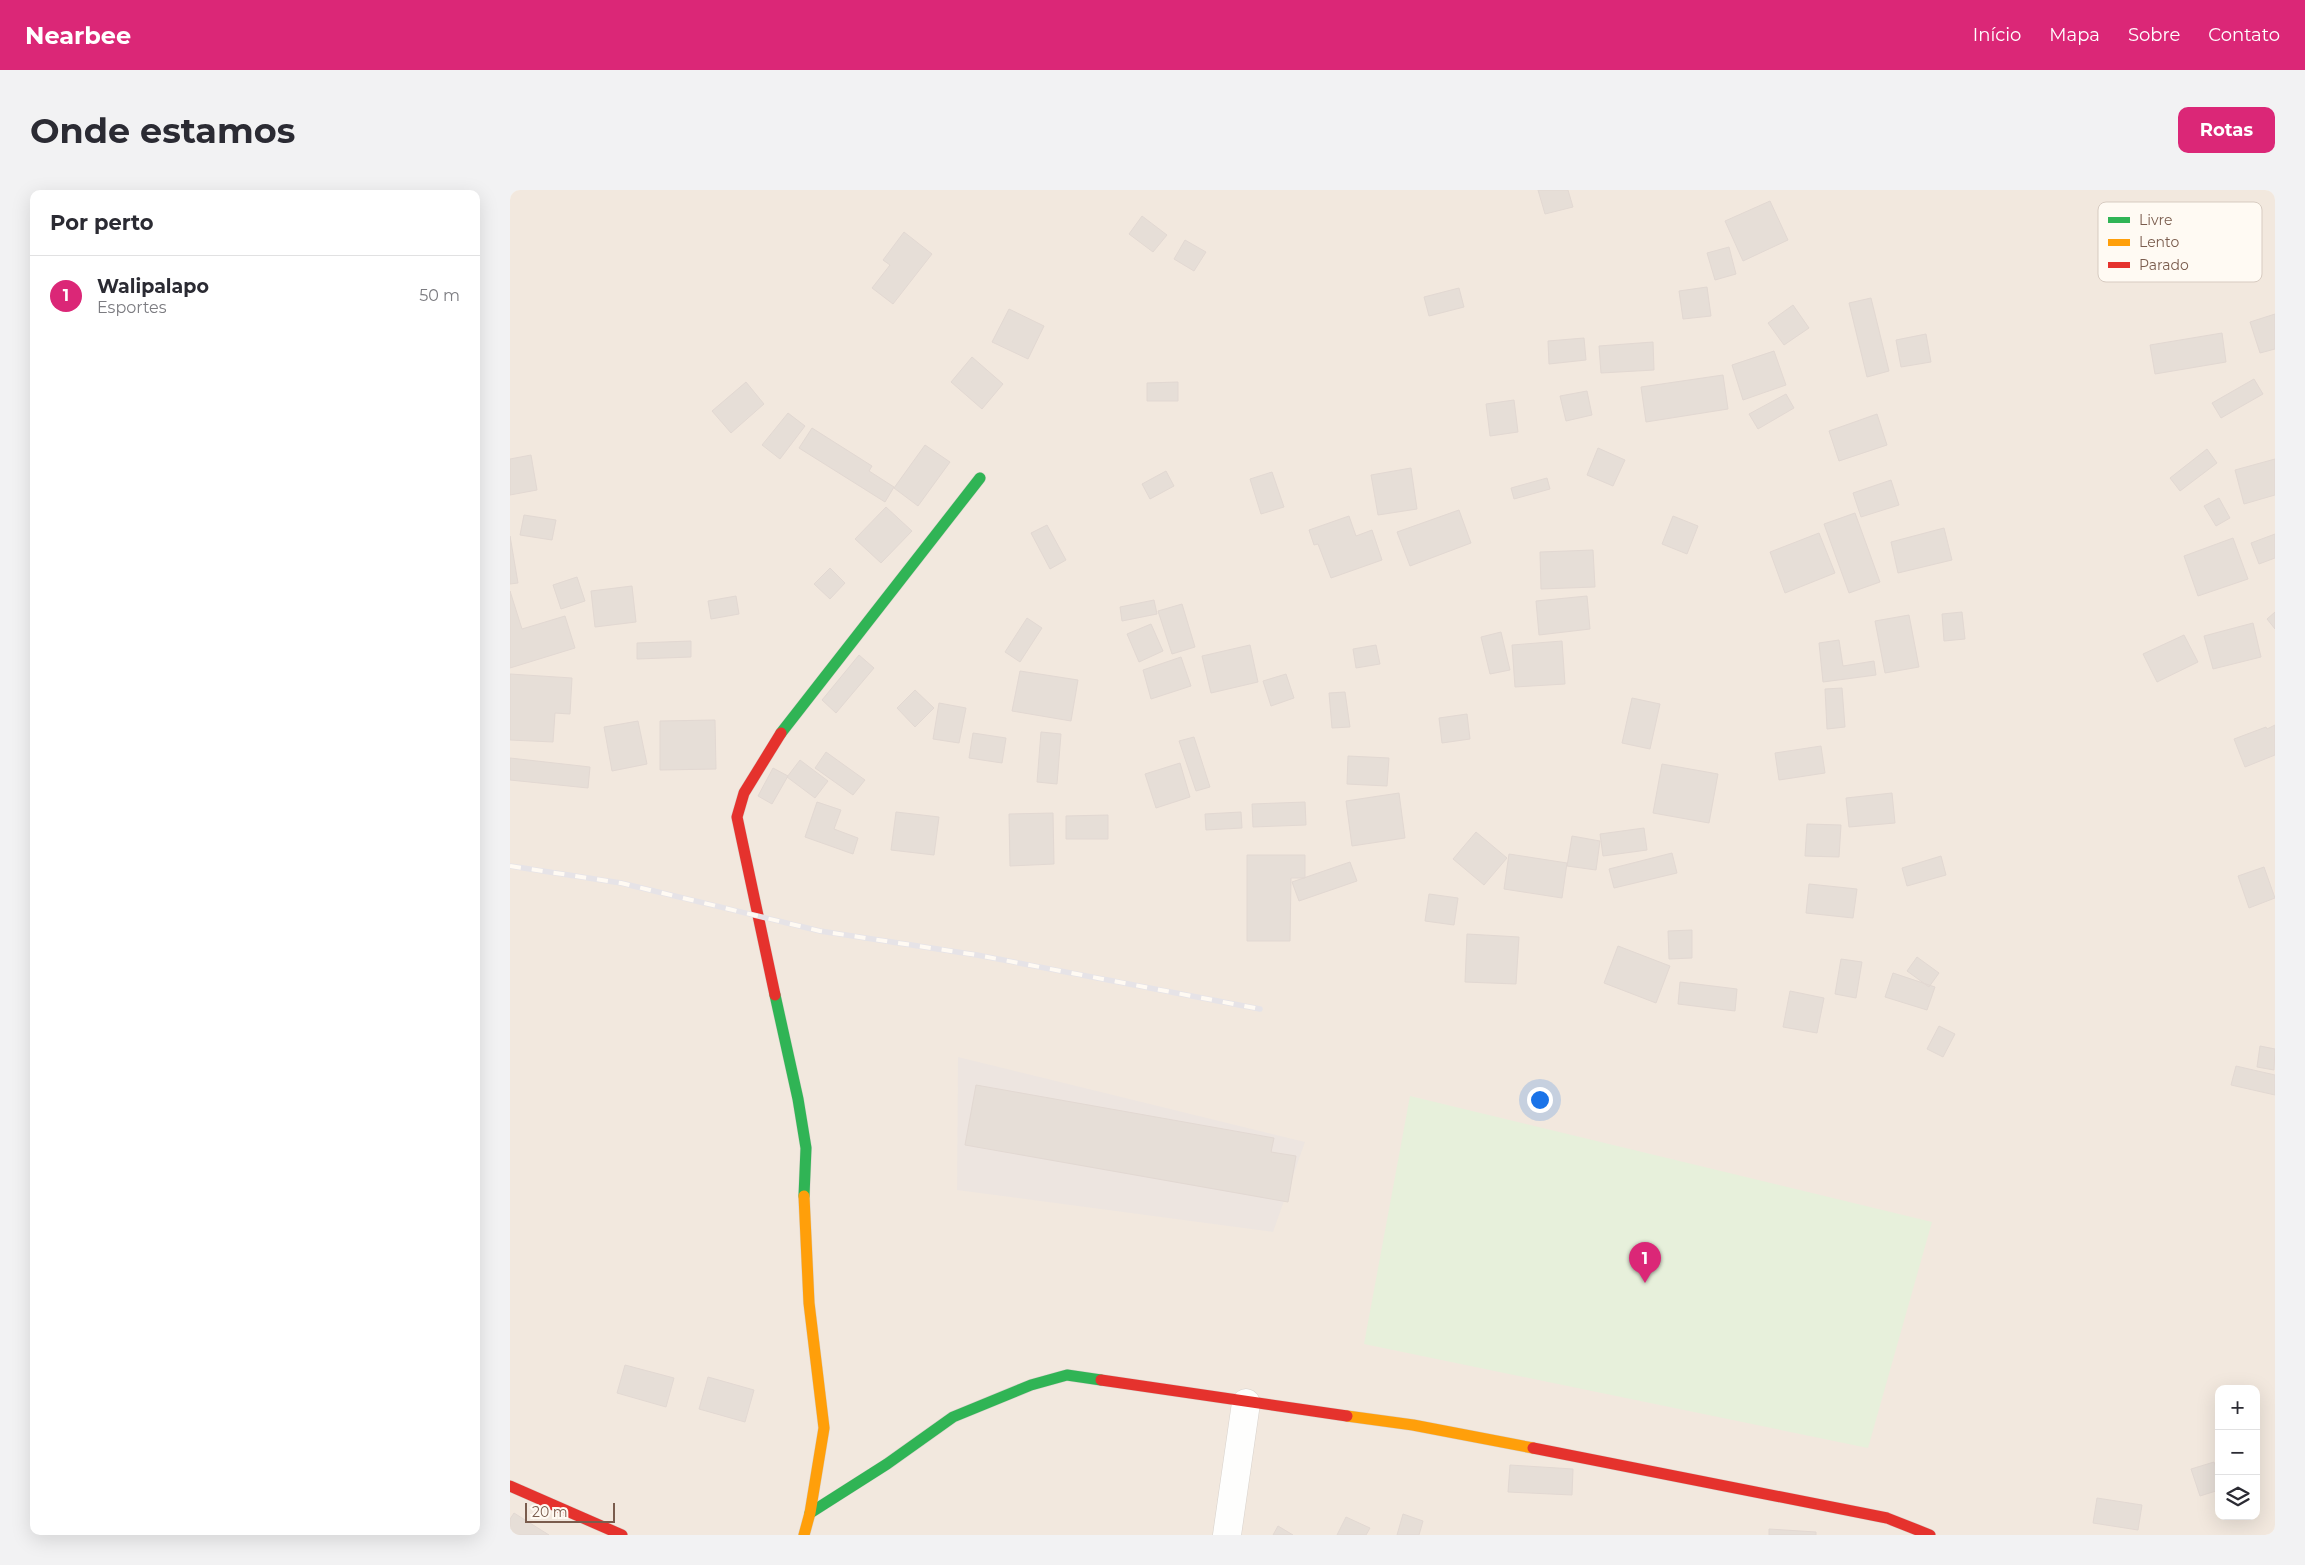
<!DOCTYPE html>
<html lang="pt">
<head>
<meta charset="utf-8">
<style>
	:root { --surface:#fff; --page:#f2f2f3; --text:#2b2b33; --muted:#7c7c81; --line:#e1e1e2; --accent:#db2777 }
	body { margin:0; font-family:Montserrat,sans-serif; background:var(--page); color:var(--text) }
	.controls { position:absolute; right:15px; bottom:15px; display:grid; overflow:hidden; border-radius:10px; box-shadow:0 5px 20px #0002 }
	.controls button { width:45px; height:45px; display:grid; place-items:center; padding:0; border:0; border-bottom:1px solid var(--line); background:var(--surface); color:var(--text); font:25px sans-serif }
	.scale { position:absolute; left:15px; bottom:12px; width:90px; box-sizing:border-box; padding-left:5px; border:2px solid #7a5c4d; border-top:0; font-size:14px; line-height:18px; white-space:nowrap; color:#7a5c4d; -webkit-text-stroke:4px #fffaf3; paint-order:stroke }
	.you { position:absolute; left:1029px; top:909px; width:18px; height:18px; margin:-12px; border:4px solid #fff; border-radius:50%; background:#1a73e8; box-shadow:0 0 0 8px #1a73e833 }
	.badge { display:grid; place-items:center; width:32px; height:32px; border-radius:50%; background:var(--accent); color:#fff; font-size:16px; font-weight:700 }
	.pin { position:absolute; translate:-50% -41px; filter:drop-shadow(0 1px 2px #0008) }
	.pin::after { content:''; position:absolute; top:26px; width:18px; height:15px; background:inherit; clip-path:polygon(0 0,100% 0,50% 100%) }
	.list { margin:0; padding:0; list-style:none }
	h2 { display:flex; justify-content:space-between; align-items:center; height:65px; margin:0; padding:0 20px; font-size:21px }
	h2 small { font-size:16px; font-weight:400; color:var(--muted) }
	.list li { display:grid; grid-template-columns:32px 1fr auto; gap:15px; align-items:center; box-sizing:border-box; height:80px; padding:0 20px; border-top:1px solid var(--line) }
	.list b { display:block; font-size:19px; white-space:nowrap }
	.list p { margin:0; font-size:16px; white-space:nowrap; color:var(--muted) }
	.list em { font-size:16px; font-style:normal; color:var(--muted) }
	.icon { flex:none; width:28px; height:28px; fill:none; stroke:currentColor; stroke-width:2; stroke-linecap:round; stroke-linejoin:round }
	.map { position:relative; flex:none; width:1765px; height:1345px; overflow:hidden; border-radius:10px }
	header { display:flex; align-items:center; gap:30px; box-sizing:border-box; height:70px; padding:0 25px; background:var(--accent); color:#fff }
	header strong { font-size:24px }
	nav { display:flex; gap:28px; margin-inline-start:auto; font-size:18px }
	.intro { display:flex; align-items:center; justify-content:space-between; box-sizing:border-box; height:120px; padding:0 30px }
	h1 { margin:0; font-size:35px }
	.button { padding:12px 22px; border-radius:10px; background:var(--accent); color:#fff; font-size:18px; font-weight:700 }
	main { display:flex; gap:30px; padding:0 30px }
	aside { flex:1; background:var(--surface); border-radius:10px; box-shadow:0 5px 20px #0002 }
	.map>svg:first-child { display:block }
</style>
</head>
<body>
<header>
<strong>Nearbee</strong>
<nav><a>Início</a><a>Mapa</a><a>Sobre</a><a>Contato</a></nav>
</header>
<div class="intro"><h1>Onde estamos</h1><a class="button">Rotas</a></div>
<main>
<aside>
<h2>Por perto<small></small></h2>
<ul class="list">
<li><span class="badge">1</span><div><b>Walipalapo</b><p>Esportes</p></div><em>50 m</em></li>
</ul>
</aside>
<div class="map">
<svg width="1765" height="1345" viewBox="0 0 1765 1345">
	<rect width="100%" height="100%" fill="#f9f5f0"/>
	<!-- residential -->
	<path fill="#f2e8de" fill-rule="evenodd" d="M0,0H1765V1345H0ZM1709,1199H1746V1326H1709Z"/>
	<!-- industrial -->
	<path fill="#ede5e0" d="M448,867L795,952L763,1042L447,1000Z"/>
	<!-- green -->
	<path fill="#e7f0db" d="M900,906L1422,1032L1358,1258L854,1154Z"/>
	<!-- building -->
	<path fill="#e6ded7" stroke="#e2d8d2" d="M1028,0H1058L1063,17L1035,24Z
		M1260,11L1278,50L1233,71L1215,31Z
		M632,26L657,45L643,62L619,44Z
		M394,42L422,64L383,114L362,98L380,75L373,70Z
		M675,50L696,62L684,81L664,69Z
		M1219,57L1226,84L1205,90L1197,63Z
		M1197,97L1201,126L1173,129L1169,101Z
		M949,98L954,117L919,126L914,107Z
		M1361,108L1379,181L1357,187L1339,113Z
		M1283,115L1299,138L1274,155L1258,133Z
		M499,119L534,136L518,169L482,152Z
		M1765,124V159L1750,163L1740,132Z
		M1712,143L1716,172L1645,184L1640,155Z
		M1416,144L1421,172L1391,177L1386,150Z
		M1074,148L1076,170L1039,174L1038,151Z
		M1143,152L1144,180L1091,183L1089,156Z
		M1264,161L1276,195L1233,210L1222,175Z
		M462,167L493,194L472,219L441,192Z
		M1213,185L1218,219L1136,232L1131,197Z
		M1744,189L1753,204L1711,228L1702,213Z
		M236,192L254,214L221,243L202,221Z
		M668,192V211H637V193Z
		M1077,201L1082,225L1056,231L1050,206Z
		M1276,204L1284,218L1248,239L1239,224Z
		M1004,210L1008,242L980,246L976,214Z
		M278,223L295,236L270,269L252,255Z
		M1367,224L1377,255L1329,271L1319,241Z
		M302,238L362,276L359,281L384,297L375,312L289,258Z
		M415,255L440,272L408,316L384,298Z
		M1088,258L1115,270L1103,296L1077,285Z
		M1697,259L1707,273L1670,301L1660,288Z
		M21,265L27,300L0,305V269Z
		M1765,269V305L1734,314L1725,280Z
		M901,278L907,319L868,325L861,285Z
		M656,281L664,296L640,309L632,294Z
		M762,282L774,317L751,324L740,289Z
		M1037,288L1040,299L1004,309L1001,298Z
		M1381,290L1389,315L1351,327L1343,303Z
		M1709,308L1720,328L1706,336L1694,316Z
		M376,317L402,341L371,373L345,349Z
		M949,320L961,353L900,376L887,342Z
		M1345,323L1370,392L1339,403L1314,334Z
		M14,325L46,330L42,350L10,345Z
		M839,326L846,346L862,340L872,370L821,388L808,354L804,355L799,340Z
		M1163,326L1188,336L1177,364L1152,354Z
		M537,335L556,370L540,379L521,343Z
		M1434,338L1442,370L1388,383L1381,352Z
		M1309,343L1325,383L1275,403L1260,362Z
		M1765,344V368L1749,374L1741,353Z
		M0,346L8,393L0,394Z
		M1723,348L1738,389L1688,406L1674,366Z
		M1083,360L1085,397L1031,399L1030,362Z
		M320,378L335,393L320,409L304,394Z
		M67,387L75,411L51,419L43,395Z
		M122,396L126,432L85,437L81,401Z
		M0,401L12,439L55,426L65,458L0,478Z
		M226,406L229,424L201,429L198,411Z
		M1077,406L1080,439L1029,445L1026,411Z
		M644,410L647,424L612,431L610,417Z
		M672,414L685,457L662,464L648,421Z
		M1452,422L1455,449L1434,451L1432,424Z
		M1765,422V439L1757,429Z
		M1399,425L1409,477L1375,483L1365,431Z
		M517,428L532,438L510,472L495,462Z
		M1743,433L1751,467L1703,479L1694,446Z
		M641,434L653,461L629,472L617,444Z
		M991,442L1000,480L980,484L971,447Z
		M1674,445L1688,472L1647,492L1633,464Z
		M1329,450L1333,476L1364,471L1366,485L1313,492L1309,453Z
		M181,451V467L127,469V453Z
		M1052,451L1055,494L1005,497L1002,455Z
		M740,455L748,492L701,503L692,466Z
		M866,455L870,474L846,478L843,459Z
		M349,465L364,478L326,523L312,510Z
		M671,467L681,496L641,509L633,480Z
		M510,481L568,490L561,531L502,521Z
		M0,484L62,488L60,524L45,523L43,552L0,550Z
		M776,484L784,508L761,516L753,491Z
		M1332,498L1335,537L1317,539L1315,499Z
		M405,500L424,518L405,537L387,518Z
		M835,502L840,537L822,538L819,503Z
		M1122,508L1150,514L1140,559L1112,553Z
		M429,513L456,518L449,553L423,549Z
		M957,524L960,549L932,553L929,528Z
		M205,530L206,579L150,580V531Z
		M128,531L137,574L102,581L94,537Z
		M1765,535V565L1735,577L1724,549L1756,537L1757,539Z
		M531,542L551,544L547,594L527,592Z
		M463,543L496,548L492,573L459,568Z
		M684,547L700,597L686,601L669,551Z
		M1311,556L1315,583L1269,590L1265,563Z
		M316,562L355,590L343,605L305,578Z
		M838,566L879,568L877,596L837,594Z
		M0,568L80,577L78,598L0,590Z
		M290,570L318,591L305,608L277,587Z
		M670,573L680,607L646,618L635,584Z
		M1152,574L1208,584L1199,633L1143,623Z
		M263,578L278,586L262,614L248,606Z
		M889,603L895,648L842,656L836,611Z
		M1382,603L1385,633L1339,637L1336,608Z
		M307,612L331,620L324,639L348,648L343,664L295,647Z
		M795,612L796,635L743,637L742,614Z
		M386,622L429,627L424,665L381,660Z
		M731,622L732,638L696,640L695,624Z
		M543,623L544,674L500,676L499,624Z
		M598,625V649H556V626Z
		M1297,634L1331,635L1329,667L1295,666Z
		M1134,638L1137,660L1093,666L1090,644Z
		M966,642L997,668L974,695L943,669Z
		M1062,646L1090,651L1086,680L1057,676Z
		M1162,663L1167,683L1104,698L1099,679Z
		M999,664L1057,673L1052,708L994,699Z
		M737,665H795V688H781L780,751H737Z
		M1431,666L1436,685L1397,696L1392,678Z
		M840,672L847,691L789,711L782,692Z
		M1754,677L1765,708L1739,718L1728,686Z
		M1299,694L1347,699L1343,728L1296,723Z
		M919,704L948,708L944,735L915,731Z
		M1182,740V768L1159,769L1158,741Z
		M957,744L1009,747L1006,794L955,792Z
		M1108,756L1160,776L1146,813L1094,793Z
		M1407,767L1429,783L1419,797L1397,781Z
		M1331,769L1352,772L1346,808L1325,804Z
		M1383,783L1425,797L1417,820L1375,807Z
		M1170,792L1227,799L1225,821L1168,814Z
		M1280,801L1314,808L1307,843L1273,837Z
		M1429,836L1445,844L1433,867L1417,859Z
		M1750,856L1765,859L1764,880L1747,877Z
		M1726,876L1765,885V905L1721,895Z
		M466,895L764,948L761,962L786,966L778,1012L455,955Z
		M115,1175L164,1188L156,1217L107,1203Z
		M198,1187L244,1200L235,1232L189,1219Z
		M1704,1272L1709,1285V1300L1690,1306L1681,1279Z
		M1000,1275L1063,1279L1062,1305L998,1302Z
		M1587,1308L1632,1315L1628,1340L1583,1333Z
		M4,1323L39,1345H0V1329Z
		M893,1324L913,1331L909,1345H887Z
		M836,1327L860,1338L856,1345H827Z
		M768,1336L783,1345H763Z
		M1259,1339L1306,1342V1345H1259Z"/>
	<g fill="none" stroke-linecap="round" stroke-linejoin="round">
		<!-- street casing -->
		<g stroke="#d7d1cb" stroke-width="29">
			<path id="street" d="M717,1345L736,1213"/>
		</g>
		<!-- fast casing -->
		<g stroke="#d9d2cb" stroke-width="12">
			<path id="fast" d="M271,543L470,288
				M265,805L288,909L296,958L294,1006
				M300,1323L377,1274L443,1227L521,1195L557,1185L591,1190"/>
		</g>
		<!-- slow casing -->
		<g stroke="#d9d2cb" stroke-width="12">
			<path id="slow" d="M837,1226L903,1235L1023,1258
				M294,1345L300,1323L314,1238L299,1113L294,1006"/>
		</g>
		<!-- jam casing -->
		<g stroke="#d9d2cb" stroke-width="12">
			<path id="jam" d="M265,805L227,627L234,603L271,543
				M591,1190L837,1226
				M1023,1258L1377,1328L1420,1345
				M0,1296L112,1345"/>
		</g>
		<!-- street -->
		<use href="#street" stroke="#fefefd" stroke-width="28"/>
		<!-- fast -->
		<use href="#fast" stroke="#30b455" stroke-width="11"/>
		<!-- slow -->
		<use href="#slow" stroke="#ff9f0a" stroke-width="11"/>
		<!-- jam -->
		<use href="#jam" stroke="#e5322d" stroke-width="11"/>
		<!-- rail casing -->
		<g stroke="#e6e3e7" stroke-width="5.5">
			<path id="rail" d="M0,676L111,693L310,741L467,765L750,819"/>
		</g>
		<!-- rail -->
		<use href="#rail" stroke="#fffaf3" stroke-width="4" stroke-dasharray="11" stroke-linecap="butt"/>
	</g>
	<!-- legend -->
	<rect x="1588" y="12" width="164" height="80" rx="8" fill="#fffaf3" stroke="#d7cbc1" stroke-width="1"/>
	<rect x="1598" y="27" width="22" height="6" fill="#30b455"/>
	<rect x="1598" y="49" width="22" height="7" fill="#ff9f0a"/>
	<rect x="1598" y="72" width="22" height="6" fill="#e5322d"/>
	<g font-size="14" fill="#7a5c4d">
		<text x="1629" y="35">Livre</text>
		<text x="1629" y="57">Lento</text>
		<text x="1629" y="80">Parado</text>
	</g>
</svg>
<div class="controls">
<button>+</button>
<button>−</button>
<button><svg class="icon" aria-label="layers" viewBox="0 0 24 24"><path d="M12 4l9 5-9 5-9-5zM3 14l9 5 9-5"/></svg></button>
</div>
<div class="scale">20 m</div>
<div class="you"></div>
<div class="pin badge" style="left:1135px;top:1093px">1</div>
</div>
</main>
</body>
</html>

Activity —
Take from the listing above each line containing "controls".

Task response —
	.controls { position:absolute; right:15px; bottom:15px; display:grid; overflow:hidden; border-radius:10px; box-shadow:0 5px 20px #0002 }
	.controls button { width:45px; height:45px; display:grid; place-items:center; padding:0; border:0; border-bottom:1px solid var(--line); background:var(--surface); color:var(--text); font:25px sans-serif }
<div class="controls">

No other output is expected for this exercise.